Madeleine Potter’s ‘Hedda’ Drenched in Languid Malaise

By Selby Frame
Arts Reporter, Kennebec Journal

If you do it with great style, there is almost nothing that won’t elicit the admiration of your fellow man. Or woman.

We are simple creatures, after all, eager to be astonished, desperate for heroes, hopeful that others are actually more confident than we know ourselves to be.

The theatre is full of such large people, and one of the most notorious is Henrik Ibsen’s “Hedda Gabler,” arguably one of the most darkly flamboyant women to be written in her era.

Portland Stage Company has mounted a production of”Hedda” that honors the wrenched panache of this tragic heroine, while striving to meet the more complex undertones of the play.

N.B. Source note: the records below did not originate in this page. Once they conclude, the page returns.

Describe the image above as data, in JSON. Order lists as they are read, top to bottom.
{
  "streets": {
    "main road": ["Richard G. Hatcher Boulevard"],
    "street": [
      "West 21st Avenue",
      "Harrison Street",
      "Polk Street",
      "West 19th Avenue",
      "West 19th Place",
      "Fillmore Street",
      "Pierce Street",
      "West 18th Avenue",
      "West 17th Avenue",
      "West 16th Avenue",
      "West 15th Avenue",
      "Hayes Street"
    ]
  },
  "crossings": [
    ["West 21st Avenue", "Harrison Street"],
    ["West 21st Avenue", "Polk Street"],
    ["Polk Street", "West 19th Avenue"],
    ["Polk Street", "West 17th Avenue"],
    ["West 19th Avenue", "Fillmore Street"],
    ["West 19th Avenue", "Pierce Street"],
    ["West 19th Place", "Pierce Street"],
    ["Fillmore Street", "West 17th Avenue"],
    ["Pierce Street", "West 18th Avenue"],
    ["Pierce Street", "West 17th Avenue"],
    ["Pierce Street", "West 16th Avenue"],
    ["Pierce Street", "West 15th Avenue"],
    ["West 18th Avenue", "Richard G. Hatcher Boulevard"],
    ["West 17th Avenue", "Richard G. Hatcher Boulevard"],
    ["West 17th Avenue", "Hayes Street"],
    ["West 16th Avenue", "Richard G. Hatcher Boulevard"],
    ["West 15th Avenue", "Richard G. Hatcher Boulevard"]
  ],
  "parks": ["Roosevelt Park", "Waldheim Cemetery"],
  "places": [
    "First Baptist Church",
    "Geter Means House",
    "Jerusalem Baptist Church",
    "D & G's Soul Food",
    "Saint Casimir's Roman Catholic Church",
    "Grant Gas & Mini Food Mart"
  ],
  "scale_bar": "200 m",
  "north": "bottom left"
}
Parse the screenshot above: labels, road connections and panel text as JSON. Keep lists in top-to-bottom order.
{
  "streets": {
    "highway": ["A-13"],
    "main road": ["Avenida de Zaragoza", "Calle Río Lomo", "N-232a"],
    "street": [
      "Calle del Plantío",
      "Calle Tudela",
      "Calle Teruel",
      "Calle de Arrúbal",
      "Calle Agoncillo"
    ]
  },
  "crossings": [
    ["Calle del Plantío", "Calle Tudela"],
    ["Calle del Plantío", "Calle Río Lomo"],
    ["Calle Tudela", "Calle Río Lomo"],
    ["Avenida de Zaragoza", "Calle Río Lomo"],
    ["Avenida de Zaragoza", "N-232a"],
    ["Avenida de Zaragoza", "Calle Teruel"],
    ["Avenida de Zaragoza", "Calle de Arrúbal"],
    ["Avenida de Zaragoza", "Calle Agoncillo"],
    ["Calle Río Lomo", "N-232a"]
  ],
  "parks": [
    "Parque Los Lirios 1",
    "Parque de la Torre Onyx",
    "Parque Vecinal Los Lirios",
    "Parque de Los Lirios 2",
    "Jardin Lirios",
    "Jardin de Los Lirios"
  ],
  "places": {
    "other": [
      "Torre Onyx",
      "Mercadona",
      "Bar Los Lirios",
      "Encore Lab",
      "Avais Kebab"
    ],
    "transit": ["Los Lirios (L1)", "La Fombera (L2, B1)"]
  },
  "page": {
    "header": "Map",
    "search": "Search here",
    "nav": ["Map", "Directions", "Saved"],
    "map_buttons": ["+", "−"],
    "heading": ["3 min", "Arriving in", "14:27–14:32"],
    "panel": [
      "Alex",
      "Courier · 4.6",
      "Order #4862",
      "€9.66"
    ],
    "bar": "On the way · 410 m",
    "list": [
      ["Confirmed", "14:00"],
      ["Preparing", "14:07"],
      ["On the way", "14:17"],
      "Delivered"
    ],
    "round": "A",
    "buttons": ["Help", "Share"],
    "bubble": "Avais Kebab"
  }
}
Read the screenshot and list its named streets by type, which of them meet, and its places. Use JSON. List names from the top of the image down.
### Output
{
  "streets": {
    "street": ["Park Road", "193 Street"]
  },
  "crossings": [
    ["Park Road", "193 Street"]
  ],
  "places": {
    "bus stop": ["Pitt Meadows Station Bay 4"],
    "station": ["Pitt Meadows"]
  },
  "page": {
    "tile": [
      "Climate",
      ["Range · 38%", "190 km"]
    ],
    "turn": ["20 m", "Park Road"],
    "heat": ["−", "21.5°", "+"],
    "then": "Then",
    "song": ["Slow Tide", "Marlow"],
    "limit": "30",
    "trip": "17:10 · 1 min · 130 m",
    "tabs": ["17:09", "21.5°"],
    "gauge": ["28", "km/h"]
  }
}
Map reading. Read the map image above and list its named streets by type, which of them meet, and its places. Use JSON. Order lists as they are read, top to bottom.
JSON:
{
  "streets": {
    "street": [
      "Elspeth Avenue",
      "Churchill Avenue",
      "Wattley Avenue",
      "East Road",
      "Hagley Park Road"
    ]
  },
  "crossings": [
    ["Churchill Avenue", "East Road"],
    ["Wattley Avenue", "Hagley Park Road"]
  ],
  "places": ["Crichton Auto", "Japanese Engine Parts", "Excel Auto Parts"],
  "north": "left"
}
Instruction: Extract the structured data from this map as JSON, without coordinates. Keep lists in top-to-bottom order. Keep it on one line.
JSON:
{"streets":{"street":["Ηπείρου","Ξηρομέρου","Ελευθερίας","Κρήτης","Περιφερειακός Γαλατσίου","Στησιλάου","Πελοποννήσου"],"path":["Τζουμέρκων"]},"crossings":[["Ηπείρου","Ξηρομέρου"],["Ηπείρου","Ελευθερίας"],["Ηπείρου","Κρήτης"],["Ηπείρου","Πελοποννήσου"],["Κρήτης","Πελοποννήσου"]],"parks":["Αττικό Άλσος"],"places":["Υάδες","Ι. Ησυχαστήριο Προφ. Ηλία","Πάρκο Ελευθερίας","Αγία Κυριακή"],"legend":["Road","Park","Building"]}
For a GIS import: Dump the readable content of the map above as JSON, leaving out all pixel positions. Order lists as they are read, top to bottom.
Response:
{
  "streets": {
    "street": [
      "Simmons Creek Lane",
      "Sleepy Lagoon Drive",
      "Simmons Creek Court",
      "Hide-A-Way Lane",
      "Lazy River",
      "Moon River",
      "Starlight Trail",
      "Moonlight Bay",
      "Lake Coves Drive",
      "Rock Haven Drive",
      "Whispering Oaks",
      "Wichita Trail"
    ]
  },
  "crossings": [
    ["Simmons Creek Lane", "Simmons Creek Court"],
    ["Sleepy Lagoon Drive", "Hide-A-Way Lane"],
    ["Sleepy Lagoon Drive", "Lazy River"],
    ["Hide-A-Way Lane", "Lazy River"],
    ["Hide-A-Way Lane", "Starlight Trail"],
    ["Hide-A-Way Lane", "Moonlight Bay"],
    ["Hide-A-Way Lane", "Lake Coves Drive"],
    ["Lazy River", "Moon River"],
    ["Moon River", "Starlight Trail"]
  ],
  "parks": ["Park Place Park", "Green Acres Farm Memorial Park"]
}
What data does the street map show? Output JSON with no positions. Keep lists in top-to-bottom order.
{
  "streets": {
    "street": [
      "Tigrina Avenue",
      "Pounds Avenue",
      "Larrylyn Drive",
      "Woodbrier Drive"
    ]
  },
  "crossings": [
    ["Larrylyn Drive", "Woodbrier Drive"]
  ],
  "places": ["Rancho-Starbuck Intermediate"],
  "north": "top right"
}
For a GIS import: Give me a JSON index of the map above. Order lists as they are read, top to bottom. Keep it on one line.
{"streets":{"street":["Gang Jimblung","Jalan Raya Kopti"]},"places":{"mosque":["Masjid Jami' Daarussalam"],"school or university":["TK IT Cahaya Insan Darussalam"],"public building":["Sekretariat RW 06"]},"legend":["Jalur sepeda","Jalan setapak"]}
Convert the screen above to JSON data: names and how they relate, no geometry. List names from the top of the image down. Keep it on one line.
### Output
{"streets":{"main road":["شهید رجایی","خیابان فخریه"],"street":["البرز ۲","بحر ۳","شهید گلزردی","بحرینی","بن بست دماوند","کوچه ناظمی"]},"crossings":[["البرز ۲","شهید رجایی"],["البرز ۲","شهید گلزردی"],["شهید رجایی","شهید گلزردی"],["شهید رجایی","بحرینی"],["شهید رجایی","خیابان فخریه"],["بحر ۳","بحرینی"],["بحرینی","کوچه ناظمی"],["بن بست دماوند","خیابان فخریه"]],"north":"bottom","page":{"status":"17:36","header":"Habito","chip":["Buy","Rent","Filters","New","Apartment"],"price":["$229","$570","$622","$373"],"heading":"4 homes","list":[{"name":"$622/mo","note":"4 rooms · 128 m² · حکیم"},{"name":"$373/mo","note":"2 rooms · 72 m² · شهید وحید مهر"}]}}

Hedda is a haughty, beautiful aristocrat who has just returned from a honeymoon with her bookish, earnest husband, Tesman. She quickly finds herself caught in the private threads of the past as she languishes in a life that is far below her gifts.

She begins to toy with the lives of those around her–notably, Eilbert Lovborg, her past lover, and Thea Elvsted, the woman who now claims him. She tortures them by robbing them of their belief in the beauty of their own lives, leading Lovborg to his death and Thea to her ruin. But as she tests her power over others, she ultimately falls victim to her own schemes gone awry.

Madeleine Potter’s Hedda is drenched in languid malaise. Her opening scenes, as she drifts through the parlor slinging double entendres at her unsuspecting husband, play with delightful humor. She is a noir Noel Coward, statuesque without being stiff, a splendid, witty Hedda whose breeding and elan assume a sort of character of their own.

John Greisemer’s Tesman is close to perfect — a bumbling, good-natured scholar who hasn’t a clue about the woman he has married. To Tesman, Hedda is a catch, a goddess. Too simple and self-absorbed to truly understand her, he admires her for all the wrong reasons.

The question, always, is: What drives Hedda? Why has she settled for a play-acted marriage so beneath her. Why has she fled the man she really loved? Why doesn’t she do something to change her circumstances?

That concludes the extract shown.